= Beginning of Section =
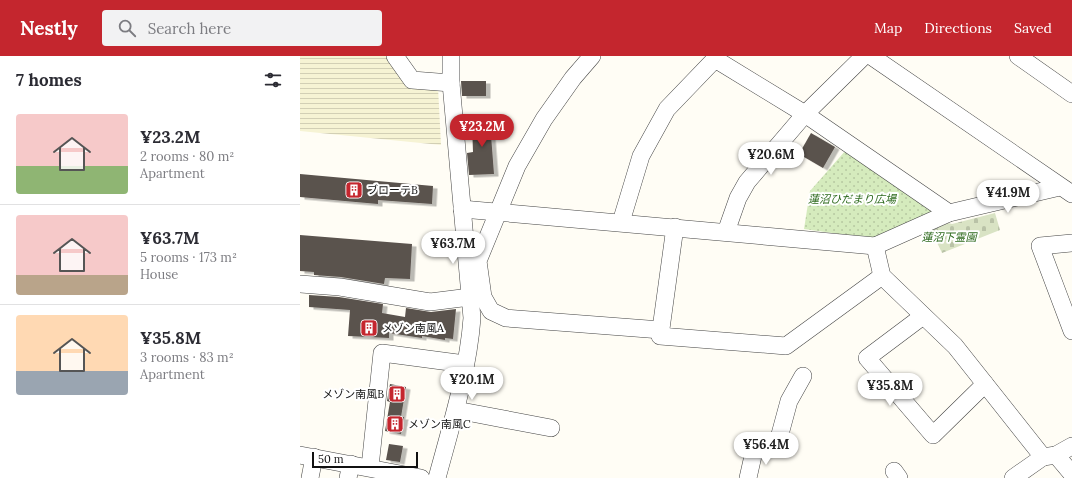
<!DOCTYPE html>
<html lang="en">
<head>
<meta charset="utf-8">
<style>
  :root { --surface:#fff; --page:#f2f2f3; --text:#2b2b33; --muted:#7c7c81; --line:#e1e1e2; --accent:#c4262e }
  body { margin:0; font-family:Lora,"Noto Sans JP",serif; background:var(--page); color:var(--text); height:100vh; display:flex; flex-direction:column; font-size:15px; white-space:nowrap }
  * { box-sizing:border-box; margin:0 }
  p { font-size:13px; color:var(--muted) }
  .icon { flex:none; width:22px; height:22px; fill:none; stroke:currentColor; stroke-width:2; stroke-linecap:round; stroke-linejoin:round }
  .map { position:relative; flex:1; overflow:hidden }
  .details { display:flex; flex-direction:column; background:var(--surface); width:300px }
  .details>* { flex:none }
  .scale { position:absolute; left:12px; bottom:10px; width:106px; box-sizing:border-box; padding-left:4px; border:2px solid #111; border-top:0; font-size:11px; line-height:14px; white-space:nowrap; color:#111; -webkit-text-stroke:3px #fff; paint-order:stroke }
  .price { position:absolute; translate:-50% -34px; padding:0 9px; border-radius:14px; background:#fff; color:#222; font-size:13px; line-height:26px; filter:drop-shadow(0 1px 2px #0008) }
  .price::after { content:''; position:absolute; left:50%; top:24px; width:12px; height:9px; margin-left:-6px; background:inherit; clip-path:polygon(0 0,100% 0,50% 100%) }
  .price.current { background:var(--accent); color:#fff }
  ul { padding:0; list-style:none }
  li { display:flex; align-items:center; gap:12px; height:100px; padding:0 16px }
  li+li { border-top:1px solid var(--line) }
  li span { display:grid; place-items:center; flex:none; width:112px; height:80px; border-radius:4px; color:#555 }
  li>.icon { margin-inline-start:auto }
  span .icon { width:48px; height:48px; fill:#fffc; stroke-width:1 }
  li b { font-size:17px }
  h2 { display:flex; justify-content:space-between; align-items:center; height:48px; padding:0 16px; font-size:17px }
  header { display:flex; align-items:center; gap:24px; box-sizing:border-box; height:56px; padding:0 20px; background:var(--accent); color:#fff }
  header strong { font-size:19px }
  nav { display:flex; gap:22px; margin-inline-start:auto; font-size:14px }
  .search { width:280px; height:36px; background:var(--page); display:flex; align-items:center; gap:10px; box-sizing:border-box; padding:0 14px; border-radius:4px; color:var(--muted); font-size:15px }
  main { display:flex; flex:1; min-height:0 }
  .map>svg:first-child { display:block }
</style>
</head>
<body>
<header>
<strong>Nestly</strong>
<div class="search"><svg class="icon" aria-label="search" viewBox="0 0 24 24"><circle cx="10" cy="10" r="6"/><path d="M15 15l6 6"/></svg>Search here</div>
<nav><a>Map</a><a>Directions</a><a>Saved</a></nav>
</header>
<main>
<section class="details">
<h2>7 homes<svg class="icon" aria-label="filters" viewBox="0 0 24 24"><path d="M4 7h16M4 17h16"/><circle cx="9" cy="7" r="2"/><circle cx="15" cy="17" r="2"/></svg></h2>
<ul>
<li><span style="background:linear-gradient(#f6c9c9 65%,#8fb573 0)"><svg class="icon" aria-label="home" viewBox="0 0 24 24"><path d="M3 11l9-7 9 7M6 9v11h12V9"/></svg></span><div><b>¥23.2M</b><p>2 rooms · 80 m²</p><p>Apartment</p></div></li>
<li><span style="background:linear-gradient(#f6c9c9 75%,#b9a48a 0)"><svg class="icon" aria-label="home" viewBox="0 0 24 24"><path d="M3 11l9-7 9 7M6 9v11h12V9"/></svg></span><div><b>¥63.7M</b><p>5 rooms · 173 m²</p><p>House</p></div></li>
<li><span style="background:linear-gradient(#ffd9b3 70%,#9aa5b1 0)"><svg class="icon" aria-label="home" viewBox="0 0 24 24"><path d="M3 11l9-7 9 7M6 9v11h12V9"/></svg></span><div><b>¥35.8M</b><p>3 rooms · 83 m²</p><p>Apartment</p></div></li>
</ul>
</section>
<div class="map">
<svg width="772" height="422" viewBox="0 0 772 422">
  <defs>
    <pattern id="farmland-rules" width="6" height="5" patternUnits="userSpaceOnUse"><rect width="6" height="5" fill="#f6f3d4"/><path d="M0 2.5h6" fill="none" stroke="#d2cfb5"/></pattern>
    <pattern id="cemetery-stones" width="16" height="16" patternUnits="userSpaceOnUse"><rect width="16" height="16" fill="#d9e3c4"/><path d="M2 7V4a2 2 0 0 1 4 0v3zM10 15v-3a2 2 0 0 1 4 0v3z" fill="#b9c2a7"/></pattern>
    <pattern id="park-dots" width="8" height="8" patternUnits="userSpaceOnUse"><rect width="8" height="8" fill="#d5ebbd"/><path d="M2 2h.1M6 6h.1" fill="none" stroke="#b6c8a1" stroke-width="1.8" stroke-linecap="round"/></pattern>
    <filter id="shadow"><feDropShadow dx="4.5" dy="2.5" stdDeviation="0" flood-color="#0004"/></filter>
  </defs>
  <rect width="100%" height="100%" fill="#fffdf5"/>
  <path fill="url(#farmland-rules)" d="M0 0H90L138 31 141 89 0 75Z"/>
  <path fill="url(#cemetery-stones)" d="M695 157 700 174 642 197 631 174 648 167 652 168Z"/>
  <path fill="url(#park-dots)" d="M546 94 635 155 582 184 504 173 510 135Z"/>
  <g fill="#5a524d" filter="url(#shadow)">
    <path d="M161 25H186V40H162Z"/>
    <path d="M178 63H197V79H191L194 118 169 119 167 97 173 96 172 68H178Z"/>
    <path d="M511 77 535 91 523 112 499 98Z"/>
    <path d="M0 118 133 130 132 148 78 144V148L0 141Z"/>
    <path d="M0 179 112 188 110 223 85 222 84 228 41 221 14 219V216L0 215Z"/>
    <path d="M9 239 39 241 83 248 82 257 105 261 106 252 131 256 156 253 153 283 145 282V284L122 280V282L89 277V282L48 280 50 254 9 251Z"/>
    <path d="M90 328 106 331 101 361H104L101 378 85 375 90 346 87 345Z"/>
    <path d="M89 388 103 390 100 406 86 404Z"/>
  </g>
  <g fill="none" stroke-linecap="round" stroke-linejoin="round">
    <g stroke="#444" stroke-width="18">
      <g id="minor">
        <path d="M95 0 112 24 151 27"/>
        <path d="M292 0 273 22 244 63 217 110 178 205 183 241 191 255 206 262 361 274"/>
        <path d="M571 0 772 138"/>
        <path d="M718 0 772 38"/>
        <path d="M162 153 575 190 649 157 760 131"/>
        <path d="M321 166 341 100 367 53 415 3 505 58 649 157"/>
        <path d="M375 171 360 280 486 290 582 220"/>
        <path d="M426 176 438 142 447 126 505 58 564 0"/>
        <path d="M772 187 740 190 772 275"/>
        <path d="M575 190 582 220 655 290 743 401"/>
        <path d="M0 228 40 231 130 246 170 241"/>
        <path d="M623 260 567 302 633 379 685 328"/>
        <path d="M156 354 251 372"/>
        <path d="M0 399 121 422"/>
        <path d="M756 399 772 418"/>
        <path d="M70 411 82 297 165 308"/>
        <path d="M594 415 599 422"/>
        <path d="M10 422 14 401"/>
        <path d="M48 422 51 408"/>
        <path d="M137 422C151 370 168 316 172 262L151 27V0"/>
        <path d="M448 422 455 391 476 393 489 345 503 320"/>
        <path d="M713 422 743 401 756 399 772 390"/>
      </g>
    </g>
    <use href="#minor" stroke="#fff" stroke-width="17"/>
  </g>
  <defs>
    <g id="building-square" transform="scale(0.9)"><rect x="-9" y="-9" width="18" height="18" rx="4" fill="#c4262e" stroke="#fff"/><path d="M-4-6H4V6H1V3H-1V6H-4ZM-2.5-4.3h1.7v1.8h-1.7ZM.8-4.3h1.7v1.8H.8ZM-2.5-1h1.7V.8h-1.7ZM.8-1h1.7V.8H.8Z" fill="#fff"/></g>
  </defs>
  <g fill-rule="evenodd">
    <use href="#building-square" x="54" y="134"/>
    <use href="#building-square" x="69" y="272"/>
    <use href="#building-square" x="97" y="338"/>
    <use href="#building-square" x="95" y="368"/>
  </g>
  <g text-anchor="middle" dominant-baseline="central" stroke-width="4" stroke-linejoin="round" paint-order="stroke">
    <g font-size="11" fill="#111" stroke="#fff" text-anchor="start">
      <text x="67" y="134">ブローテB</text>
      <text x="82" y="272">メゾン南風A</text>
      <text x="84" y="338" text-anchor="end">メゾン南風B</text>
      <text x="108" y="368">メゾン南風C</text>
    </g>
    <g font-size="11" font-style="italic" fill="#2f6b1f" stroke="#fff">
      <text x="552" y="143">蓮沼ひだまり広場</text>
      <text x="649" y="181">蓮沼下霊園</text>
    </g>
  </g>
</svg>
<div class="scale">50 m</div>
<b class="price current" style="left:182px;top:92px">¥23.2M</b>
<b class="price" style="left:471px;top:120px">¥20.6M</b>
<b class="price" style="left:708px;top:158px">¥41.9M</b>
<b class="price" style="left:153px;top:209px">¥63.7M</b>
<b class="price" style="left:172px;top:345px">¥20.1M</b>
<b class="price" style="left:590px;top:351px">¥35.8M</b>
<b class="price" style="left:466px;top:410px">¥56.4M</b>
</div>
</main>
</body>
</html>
= End of Section =
= Beginning of Section =
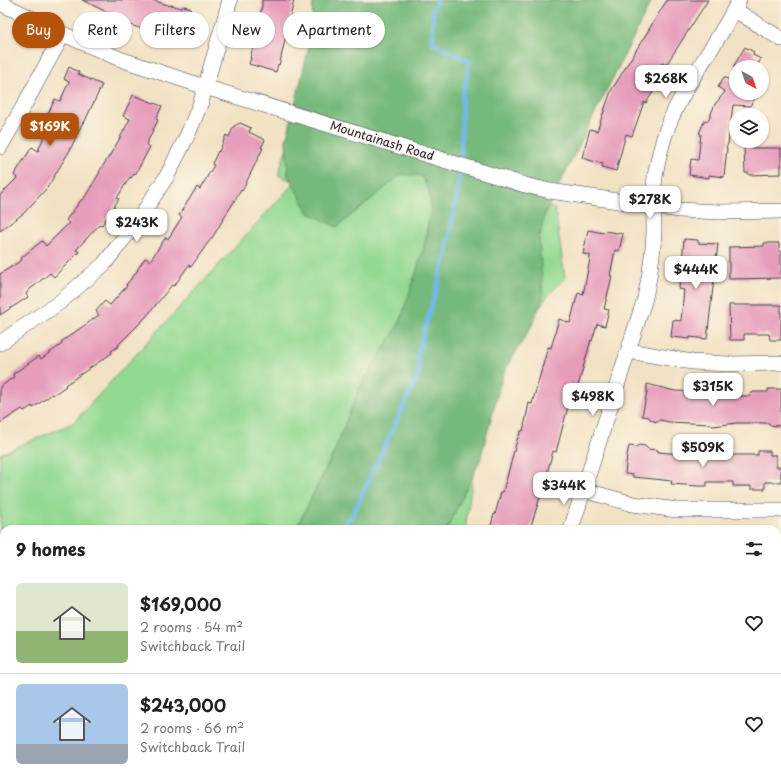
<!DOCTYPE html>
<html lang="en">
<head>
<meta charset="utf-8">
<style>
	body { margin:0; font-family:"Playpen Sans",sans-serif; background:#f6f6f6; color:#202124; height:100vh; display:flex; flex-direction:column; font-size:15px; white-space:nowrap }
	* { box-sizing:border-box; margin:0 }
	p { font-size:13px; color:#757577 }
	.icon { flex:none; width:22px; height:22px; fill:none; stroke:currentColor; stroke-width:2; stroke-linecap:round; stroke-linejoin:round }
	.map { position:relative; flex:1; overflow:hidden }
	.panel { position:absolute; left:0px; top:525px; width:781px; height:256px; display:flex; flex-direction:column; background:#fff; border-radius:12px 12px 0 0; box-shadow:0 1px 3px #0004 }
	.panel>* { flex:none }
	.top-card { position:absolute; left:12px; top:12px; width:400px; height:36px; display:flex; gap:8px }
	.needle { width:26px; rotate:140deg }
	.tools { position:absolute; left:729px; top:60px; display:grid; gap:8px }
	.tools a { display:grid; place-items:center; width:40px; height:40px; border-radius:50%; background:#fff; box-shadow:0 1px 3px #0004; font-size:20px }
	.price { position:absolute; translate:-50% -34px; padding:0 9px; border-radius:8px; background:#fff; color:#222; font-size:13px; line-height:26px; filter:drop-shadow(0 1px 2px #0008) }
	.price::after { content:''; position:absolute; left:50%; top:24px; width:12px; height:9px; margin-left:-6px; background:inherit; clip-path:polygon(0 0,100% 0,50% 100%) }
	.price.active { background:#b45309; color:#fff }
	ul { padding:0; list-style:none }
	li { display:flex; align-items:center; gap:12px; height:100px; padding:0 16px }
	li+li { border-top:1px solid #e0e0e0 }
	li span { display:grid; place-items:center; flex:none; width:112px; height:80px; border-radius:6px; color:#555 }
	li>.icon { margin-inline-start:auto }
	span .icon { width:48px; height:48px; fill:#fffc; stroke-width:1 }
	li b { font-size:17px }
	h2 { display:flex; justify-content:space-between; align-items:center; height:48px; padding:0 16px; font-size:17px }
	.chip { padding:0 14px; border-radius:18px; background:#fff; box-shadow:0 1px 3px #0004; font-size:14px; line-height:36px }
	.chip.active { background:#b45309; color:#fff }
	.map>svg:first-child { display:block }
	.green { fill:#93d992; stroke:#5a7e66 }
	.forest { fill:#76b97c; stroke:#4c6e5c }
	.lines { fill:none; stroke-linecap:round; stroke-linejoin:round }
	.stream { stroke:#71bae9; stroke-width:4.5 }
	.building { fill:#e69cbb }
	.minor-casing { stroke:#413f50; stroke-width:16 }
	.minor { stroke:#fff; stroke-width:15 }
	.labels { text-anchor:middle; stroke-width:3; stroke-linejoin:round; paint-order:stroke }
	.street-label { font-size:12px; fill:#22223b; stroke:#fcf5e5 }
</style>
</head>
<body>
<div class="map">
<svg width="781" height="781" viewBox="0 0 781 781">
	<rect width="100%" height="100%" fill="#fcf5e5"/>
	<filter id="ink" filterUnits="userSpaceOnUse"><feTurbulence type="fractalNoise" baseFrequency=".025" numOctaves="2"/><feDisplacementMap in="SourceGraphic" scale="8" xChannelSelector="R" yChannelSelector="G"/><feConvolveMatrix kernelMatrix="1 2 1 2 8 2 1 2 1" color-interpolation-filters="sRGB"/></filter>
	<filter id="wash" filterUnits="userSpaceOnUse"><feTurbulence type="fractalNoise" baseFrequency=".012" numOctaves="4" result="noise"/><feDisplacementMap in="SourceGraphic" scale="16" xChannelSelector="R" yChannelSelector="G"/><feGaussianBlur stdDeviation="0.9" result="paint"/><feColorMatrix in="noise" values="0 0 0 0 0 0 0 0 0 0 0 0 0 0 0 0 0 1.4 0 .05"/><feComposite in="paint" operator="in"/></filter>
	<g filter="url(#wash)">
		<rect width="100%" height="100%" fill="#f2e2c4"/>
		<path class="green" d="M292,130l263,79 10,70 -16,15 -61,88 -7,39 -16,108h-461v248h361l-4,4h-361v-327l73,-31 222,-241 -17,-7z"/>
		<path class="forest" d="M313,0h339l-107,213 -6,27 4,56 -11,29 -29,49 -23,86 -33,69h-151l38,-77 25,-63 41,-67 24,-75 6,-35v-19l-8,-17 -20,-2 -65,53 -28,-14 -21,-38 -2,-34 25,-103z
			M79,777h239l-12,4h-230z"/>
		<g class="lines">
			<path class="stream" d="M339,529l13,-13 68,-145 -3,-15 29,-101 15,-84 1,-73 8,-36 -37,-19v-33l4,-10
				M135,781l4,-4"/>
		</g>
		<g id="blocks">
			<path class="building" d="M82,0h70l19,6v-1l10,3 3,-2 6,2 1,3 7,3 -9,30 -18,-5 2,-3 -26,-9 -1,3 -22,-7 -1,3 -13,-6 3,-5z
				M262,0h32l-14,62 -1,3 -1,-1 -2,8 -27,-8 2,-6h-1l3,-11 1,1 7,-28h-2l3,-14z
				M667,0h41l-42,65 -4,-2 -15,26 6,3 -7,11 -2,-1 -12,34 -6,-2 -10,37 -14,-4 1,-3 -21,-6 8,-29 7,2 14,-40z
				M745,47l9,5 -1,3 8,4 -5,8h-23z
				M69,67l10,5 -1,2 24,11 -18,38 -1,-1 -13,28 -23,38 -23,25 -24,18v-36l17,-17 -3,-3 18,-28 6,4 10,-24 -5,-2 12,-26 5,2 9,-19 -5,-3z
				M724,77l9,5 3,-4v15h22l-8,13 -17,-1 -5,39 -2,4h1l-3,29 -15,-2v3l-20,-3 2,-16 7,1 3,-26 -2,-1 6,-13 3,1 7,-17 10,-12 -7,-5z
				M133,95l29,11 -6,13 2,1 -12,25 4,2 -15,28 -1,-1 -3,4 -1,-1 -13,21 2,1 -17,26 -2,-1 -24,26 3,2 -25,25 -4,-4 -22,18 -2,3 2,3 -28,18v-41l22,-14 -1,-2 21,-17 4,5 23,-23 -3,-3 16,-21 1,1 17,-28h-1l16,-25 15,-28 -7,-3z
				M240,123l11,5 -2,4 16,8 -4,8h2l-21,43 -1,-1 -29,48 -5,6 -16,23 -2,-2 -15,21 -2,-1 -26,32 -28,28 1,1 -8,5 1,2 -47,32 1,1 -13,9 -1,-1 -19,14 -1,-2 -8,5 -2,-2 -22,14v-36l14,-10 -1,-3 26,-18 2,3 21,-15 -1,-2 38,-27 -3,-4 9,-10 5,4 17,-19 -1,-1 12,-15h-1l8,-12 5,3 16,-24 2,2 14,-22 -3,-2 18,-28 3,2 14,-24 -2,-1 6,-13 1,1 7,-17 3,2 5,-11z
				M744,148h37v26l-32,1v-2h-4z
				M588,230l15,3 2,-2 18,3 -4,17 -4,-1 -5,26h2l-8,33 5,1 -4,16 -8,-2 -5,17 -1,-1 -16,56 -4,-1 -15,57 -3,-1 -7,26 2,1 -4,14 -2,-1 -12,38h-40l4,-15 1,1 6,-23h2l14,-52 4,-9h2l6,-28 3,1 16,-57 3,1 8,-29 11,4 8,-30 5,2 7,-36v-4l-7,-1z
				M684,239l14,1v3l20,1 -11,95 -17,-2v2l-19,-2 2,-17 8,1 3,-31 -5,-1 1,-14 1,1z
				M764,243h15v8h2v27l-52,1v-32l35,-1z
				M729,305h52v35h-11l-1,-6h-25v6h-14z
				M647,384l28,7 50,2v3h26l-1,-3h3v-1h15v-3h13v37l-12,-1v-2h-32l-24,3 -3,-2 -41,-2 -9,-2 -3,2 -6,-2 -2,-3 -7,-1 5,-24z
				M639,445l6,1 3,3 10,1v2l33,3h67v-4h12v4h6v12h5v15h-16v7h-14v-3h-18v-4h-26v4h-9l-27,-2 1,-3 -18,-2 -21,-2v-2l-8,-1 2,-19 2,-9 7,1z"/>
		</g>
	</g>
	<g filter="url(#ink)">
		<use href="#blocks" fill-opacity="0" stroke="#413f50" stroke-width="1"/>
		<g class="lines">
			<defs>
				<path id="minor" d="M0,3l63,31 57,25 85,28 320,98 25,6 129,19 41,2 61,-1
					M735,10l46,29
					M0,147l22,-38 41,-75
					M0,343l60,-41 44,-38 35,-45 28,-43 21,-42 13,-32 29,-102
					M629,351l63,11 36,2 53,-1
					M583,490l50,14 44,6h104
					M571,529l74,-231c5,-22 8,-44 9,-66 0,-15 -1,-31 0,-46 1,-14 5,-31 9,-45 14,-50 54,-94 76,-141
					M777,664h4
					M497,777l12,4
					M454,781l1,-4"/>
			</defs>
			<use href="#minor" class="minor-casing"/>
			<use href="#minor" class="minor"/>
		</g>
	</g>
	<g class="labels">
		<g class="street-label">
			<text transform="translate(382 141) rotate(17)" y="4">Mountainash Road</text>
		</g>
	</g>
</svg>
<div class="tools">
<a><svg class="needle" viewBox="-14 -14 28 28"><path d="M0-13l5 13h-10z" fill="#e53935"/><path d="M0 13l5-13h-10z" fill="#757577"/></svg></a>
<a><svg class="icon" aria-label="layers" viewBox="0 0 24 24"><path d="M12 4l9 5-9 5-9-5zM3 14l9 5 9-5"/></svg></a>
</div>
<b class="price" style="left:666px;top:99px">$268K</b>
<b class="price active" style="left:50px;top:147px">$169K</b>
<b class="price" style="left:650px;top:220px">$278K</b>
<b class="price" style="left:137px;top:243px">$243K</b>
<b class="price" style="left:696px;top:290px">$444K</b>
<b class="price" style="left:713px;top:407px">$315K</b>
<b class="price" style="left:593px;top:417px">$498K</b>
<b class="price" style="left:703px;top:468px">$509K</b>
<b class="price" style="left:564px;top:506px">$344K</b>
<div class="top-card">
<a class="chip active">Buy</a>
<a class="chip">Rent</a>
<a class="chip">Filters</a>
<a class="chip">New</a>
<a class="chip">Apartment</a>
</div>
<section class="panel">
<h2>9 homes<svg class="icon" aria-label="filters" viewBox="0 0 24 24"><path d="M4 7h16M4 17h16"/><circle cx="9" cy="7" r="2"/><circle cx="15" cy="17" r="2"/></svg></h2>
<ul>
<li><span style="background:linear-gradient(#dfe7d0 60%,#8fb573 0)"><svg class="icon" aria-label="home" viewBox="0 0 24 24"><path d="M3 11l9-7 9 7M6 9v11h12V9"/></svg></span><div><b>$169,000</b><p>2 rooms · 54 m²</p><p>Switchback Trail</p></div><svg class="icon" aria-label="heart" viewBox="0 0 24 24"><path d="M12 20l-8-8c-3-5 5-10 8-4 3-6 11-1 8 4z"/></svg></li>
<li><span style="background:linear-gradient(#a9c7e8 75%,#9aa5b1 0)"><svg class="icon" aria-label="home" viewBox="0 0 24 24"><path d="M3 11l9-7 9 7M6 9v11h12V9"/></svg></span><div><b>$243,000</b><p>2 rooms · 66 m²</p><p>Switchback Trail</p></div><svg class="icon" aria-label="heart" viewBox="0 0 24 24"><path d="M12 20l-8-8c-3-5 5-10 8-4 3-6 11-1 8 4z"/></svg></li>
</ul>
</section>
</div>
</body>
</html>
= End of Section =
Work order ::
Scan the lines above for "display:flex; gap:22px; margin-inline-start:auto;" and for "<strong>Nestly</strong>". Repeat exactly the line holding each of them and every line in between.

Exercise output ::
  nav { display:flex; gap:22px; margin-inline-start:auto; font-size:14px }
  .search { width:280px; height:36px; background:var(--page); display:flex; align-items:center; gap:10px; box-sizing:border-box; padding:0 14px; border-radius:4px; color:var(--muted); font-size:15px }
  main { display:flex; flex:1; min-height:0 }
  .map>svg:first-child { display:block }
</style>
</head>
<body>
<header>
<strong>Nestly</strong>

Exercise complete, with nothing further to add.